Better Patient Outcomes: NIH Must Go Beyond Animal Research

By Catharine E. Krebs, Ph.D.

At one point or another, each of us is touched by the disease, whether it’s your aunt with dementia, your neighbor with cancer or your brother with COVID-19. Medical research is the basis of advances that keep you and your loved ones healthy. We all have a stake in research being the best it can be.

The National Institutes of Health (NIH) is the world’s largest funder of medical research, with an annual budget of just under $43 billion in 2021. But NIH-funded research largely relies on animal experiments: About half of NIH-funded grants have an animal component, resulting in the use of as many as 100 million dogs, cats, monkeys, mice, rats, and other animals in labs Americans every year. A research enterprise that depends on animals is far from the best it can be.

Due to species differences in anatomy, physiology, lifespan, and disease characteristics, animal experiments do not reliably inform patient outcomes. Analyzes of many disease areas, from Alzheimer’s disease to cancer to sepsis, show that the results of animal testing don’t translate well to humans. Animal experiments are also an inefficient use of funding. New drugs can take 15 years and cost $2 billion to develop, but fail 95% of the time after passing extensive animal testing. The United States has invested more than $10 billion in Alzheimer’s disease research alone over the past 10 years, but, in part because of failed attempts to model the disease in animals, there is no still no clearly effective treatments to demonstrate. The reality is that Americans are inundated with drugs that don’t work and expect miracles.

The NIH itself increasingly recognizes the serious scientific and ethical problems associated with animal research; but instead of prioritizing non-animal approaches, the agency continues to double down on trying to improve and expand existing animal research. In 2019, a special task force was formed to provide the NIH with recommendations to improve rigor, transparency, and translatability in animal research. Among the motivations for the formation of this group is the major crisis of translatability of biomedical research described above: the inability of preclinical research in animals to successfully justify, design and inform human clinical trials.

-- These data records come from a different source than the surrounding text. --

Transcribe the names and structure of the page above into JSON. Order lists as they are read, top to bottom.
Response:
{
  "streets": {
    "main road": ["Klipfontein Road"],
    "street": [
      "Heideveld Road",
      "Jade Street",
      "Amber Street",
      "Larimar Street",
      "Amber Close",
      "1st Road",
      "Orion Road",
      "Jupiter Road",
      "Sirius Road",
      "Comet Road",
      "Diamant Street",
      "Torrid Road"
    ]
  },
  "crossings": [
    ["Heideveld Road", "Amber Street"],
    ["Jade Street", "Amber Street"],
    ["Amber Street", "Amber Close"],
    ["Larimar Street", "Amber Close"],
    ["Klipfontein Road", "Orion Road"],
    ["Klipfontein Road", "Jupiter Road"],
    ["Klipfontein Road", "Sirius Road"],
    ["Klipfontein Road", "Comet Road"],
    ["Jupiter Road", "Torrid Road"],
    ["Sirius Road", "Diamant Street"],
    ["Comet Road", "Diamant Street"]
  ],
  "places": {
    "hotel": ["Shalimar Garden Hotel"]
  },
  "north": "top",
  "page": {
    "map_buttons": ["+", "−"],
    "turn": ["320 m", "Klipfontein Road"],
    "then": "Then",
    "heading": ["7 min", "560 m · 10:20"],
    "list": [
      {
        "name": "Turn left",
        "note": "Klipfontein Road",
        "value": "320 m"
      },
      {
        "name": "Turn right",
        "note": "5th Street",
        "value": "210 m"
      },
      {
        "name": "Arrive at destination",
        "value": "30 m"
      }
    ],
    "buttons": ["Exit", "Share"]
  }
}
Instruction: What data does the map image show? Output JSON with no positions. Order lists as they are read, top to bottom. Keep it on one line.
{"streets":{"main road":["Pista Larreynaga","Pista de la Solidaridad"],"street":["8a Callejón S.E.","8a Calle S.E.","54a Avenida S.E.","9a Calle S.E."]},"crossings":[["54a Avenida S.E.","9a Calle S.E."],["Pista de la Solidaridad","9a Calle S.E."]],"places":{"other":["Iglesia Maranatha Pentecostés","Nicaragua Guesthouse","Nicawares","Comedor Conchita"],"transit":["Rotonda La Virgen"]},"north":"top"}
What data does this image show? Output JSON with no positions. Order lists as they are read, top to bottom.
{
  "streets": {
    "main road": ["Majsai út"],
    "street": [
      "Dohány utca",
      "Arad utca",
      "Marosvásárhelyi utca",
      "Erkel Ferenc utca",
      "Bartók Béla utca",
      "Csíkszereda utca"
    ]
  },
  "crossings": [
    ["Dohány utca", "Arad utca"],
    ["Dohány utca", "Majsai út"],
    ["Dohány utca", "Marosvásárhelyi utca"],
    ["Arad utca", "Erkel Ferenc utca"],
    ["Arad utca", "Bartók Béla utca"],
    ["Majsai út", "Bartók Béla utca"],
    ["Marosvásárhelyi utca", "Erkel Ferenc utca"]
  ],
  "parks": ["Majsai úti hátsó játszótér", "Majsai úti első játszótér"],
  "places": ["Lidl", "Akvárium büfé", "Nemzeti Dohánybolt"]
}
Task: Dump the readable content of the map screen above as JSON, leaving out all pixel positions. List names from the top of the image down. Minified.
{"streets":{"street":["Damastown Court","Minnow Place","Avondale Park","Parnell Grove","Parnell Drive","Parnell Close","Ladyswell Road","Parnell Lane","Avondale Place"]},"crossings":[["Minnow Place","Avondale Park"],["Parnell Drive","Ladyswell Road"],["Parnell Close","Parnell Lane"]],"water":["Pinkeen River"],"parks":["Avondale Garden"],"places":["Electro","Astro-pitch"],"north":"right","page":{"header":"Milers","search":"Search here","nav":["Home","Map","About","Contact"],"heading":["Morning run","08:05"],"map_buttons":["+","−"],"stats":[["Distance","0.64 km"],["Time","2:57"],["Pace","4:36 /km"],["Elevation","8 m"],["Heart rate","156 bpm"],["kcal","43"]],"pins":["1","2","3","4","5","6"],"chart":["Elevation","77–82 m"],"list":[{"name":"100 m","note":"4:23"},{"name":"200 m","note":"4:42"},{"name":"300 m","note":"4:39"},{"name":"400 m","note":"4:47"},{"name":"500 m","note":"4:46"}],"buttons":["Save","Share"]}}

However, on June 11, 2021, the task force presented its final report, which contained a bewildering slew of recommendations to improve and expand animal research. Instead of calling for a reduction in the number of animals used, the group recommended increasing the number of animals to improve study design and statistical capabilities. Instead of investing in non-animal models that are more relevant to humans, the working group recommended trying to improve the relevance and use of animals. Ultimately, the task force failed to recognize how the unreliable and often secretive reporting of animal numbers by institutions and investigators contributes to a lack of accountability and public trust.

To truly overcome the barriers to translatability, the NIH must radically move away from the use of animals and begin investing heavily in human-specific research: approaches that use human cells, tissues, and data to better understand how diseases arise and why some people are more at risk than others, and to develop more effective treatment strategies for patients and communities.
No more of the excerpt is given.